With this — and recent world events — in mind, I responded myself, to wit:

  • Whereas the USA has generated more prosperity than any other nation on Earth, and
  • whereas the USA enjoys more liberty and personal freedom than any other nation on Earth, and
  • whereas the USA was established as a constitutional representative republic, and whereas the overwhelming preponderance of nations wishing to dictate policy to the USA are tyrannies, and
  • whereas all forms of tyranny assert the rightness of their form of tyranny, and
  • whereas nonetheless, historically and currently, people from all over the world seek to migrate to the USA, and
  • whereas they do not do so because they seek more rules, restrictions, or government, and
  • whereas the United Nations is a collection of many tyrannies, a few democracies, and only one such republic as the USA, and
  • whereas the UN accords equal standing to nations having little to no liberty alongside nations having greater liberty, and
  • whereas to subjugate the USA to a plurality of tyrannies cannot but reduce and abridge liberty in the USA, and
  • whereas an abridgment of liberty in the USA would be accompanied by abridgment of liberty worldwide, and
  • whereas this would result in a worldwide tyranny,
  • Now therefore, be it resolved: a One World Government is necessarily a tyranny and to be avoided at all costs.
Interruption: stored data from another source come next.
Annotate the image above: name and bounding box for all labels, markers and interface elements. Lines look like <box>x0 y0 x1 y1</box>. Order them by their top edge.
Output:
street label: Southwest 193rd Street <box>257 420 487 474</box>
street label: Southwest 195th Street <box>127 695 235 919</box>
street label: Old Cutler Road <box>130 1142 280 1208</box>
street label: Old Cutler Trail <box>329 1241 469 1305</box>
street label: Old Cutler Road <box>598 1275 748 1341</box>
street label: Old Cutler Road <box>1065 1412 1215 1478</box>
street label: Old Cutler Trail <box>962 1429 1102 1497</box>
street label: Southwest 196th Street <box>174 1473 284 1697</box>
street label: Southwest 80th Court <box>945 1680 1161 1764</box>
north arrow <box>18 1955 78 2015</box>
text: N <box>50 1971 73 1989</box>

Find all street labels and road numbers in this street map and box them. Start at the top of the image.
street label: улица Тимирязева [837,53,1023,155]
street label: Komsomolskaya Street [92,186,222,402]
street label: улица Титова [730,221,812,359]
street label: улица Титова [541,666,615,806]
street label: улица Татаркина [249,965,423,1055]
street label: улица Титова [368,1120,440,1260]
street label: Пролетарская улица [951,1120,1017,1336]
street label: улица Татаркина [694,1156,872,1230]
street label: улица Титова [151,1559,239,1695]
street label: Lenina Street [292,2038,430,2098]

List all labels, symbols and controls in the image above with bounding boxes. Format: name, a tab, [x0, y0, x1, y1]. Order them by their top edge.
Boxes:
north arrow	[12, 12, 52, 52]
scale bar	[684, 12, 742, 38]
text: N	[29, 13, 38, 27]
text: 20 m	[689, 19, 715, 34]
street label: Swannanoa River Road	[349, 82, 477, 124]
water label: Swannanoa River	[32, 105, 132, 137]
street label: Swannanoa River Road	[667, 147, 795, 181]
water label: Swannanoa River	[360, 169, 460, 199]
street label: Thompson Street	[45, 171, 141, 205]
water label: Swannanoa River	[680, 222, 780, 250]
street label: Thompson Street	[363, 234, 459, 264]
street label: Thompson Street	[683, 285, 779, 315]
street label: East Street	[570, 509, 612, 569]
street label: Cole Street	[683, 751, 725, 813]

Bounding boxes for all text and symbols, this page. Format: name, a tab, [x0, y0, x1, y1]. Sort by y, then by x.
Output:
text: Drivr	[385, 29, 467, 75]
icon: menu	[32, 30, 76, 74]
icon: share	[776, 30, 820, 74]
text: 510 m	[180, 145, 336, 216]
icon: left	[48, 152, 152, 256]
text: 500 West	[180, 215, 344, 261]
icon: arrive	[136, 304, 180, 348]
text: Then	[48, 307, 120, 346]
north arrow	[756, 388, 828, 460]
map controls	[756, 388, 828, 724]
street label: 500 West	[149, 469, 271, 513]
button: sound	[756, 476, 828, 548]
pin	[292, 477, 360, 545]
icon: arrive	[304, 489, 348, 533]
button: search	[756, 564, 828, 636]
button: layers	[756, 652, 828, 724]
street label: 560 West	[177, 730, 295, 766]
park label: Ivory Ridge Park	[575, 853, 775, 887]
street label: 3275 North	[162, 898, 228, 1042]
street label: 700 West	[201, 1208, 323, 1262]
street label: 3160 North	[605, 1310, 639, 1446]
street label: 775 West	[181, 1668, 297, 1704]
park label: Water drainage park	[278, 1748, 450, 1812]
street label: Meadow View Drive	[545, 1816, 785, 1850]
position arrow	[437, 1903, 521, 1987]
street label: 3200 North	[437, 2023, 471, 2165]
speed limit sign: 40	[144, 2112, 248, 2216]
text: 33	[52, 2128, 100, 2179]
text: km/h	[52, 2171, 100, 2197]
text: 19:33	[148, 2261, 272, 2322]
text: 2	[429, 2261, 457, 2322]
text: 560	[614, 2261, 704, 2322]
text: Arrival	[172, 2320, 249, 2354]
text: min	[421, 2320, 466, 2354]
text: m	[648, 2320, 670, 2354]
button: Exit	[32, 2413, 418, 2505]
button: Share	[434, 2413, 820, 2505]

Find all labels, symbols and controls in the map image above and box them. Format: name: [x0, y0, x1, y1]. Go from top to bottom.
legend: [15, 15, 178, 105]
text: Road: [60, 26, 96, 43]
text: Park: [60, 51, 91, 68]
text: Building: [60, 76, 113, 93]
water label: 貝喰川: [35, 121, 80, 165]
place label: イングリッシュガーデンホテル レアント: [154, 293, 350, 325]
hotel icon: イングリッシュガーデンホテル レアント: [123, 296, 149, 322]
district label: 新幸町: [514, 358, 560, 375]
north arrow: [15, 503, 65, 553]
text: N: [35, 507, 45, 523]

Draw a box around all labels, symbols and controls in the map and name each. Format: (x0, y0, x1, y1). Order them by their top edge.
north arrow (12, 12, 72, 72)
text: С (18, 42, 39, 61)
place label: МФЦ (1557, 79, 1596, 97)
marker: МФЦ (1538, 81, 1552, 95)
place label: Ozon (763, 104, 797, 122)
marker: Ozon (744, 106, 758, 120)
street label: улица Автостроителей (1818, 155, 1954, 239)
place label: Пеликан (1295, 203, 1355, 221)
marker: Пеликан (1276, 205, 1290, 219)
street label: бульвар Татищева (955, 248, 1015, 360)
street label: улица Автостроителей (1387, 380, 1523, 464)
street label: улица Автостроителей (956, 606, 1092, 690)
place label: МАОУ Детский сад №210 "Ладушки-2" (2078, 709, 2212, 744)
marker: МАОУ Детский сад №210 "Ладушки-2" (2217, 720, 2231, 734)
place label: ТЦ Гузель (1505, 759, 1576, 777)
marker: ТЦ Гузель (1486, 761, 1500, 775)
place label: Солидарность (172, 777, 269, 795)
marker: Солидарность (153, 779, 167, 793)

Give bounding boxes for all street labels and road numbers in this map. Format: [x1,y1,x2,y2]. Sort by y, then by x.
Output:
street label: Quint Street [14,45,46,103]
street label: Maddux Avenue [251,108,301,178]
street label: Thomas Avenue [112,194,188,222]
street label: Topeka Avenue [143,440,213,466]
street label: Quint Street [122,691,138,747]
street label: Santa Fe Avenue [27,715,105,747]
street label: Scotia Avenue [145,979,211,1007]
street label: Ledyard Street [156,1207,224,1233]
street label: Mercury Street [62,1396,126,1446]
(Unless, of course, you think that all the tyrannies would convert, overnight, to constitutional representative republics.)

Conclusion: Unless and until the Free nations of the world outnumber in both number and size the tyrannies of the world, any One World Government would be a really bad idea for liberty and free men.

While there is other, more subtle reasoning to support this same conclusion, reasoning that goes to the motives of anyone who would want the kind of power and authority inherent in a One World Government structure, it seems to me that the coarser, more obvious rationale works just as well.

The “simplicity” implied by “Citizen of the World” is entirely illusory, and the reality would be dark and byzantine beyond comprehension. It is entirely possible that a global government would be a bureaucracy that consumed in excess of 100% of the production of its citizen-subjects, creating a taxation singularity that would suck the entire economy into its black hole.

Autonomous governance by people who can know and appreciate the realities of those they serve will always outperform a large, centralized government, both in terms of liberty and economy.

Mankind may someday be enlightened enough to attempt something like that. Give it another couple thousand years. For the moment, given the state of Man, a Global Government is Global Tyranny.